“Doctor,” demanded M. Bergeret, “do you believe you will rise again?”
“It’s different for me,” replied the doctor. “I do not find it necessary to believe in God in order to be an honest man. As a scientist I know nothing; as a citizen I believe everything. I am a Catholic by policy, and consider that religious belief is essentially an improving element that helps to humanize the masses.”
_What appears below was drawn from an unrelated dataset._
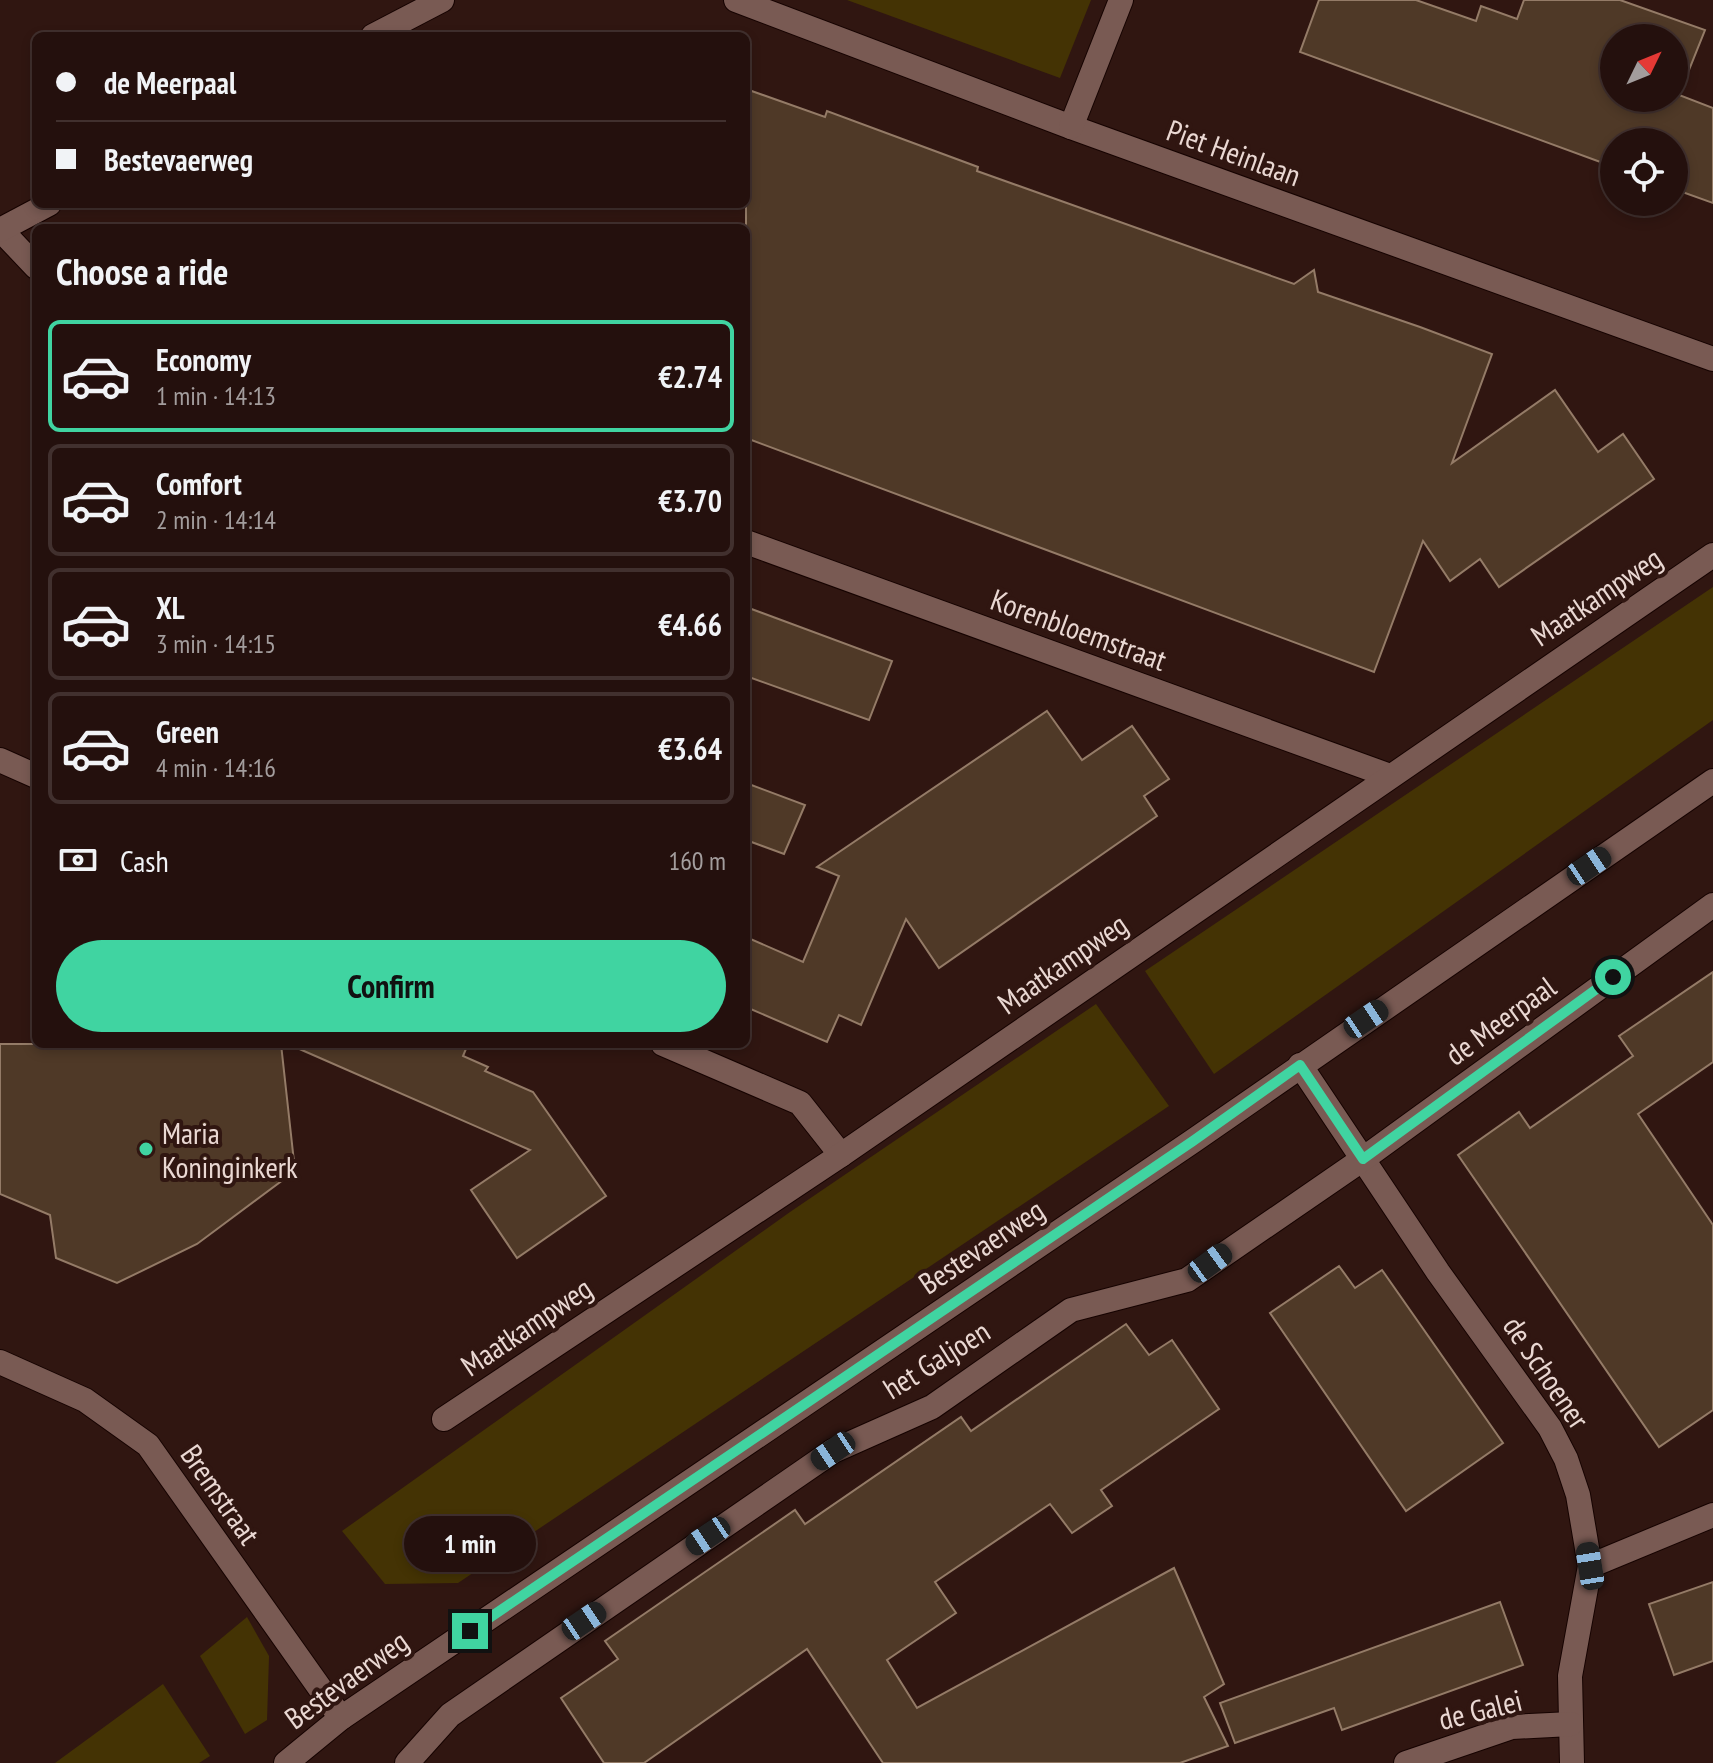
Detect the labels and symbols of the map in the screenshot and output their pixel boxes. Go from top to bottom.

“That is a very widespread opinion,” said M. Bergeret, “and its general acceptance renders it suspect in my eyes. Popular opinions hold good as a matter of course, without analysis, and if they were inquired into, generally speaking they would not pass muster. They are like the theatre-lover who for thirty years was able to attend the plays at the Comédie-Française by simply muttering ‘feu Scribe’ as he went in, to the man at the ticket-office. If investigated, his right of entry would never have been allowed to pass, but it never was investigated. How can one really believe religion to have a moralizing effect when one reads the history of the Christian nations, and realizes it to be a succession of wars, massacres and tortures. You cannot expect people to be more pious than cloistered monks, and yet monks of every order, black, white, brown, and pied, have been guilty of the most abominable crimes. The agents of the Inquisition and the priests of the League were pious, yet they were cruel. I do not mention the popes who drowned the world in blood, for it is by no means certain that they really believed in a future life. The truth of the matter is that men are evil animals, and remain evil, even when they expect to go from this world into another, which is somewhat unreasonable, when one comes to think of it. All the same, I do not want you to imagine, doctor, that I deny Madame Péchin the right to believe herself immortal. I will even go so far as to say that she will not be disappointed when she departs this life, for a lasting illusion has some of the attributes of truth, and a person who is never disabused is never deceived.”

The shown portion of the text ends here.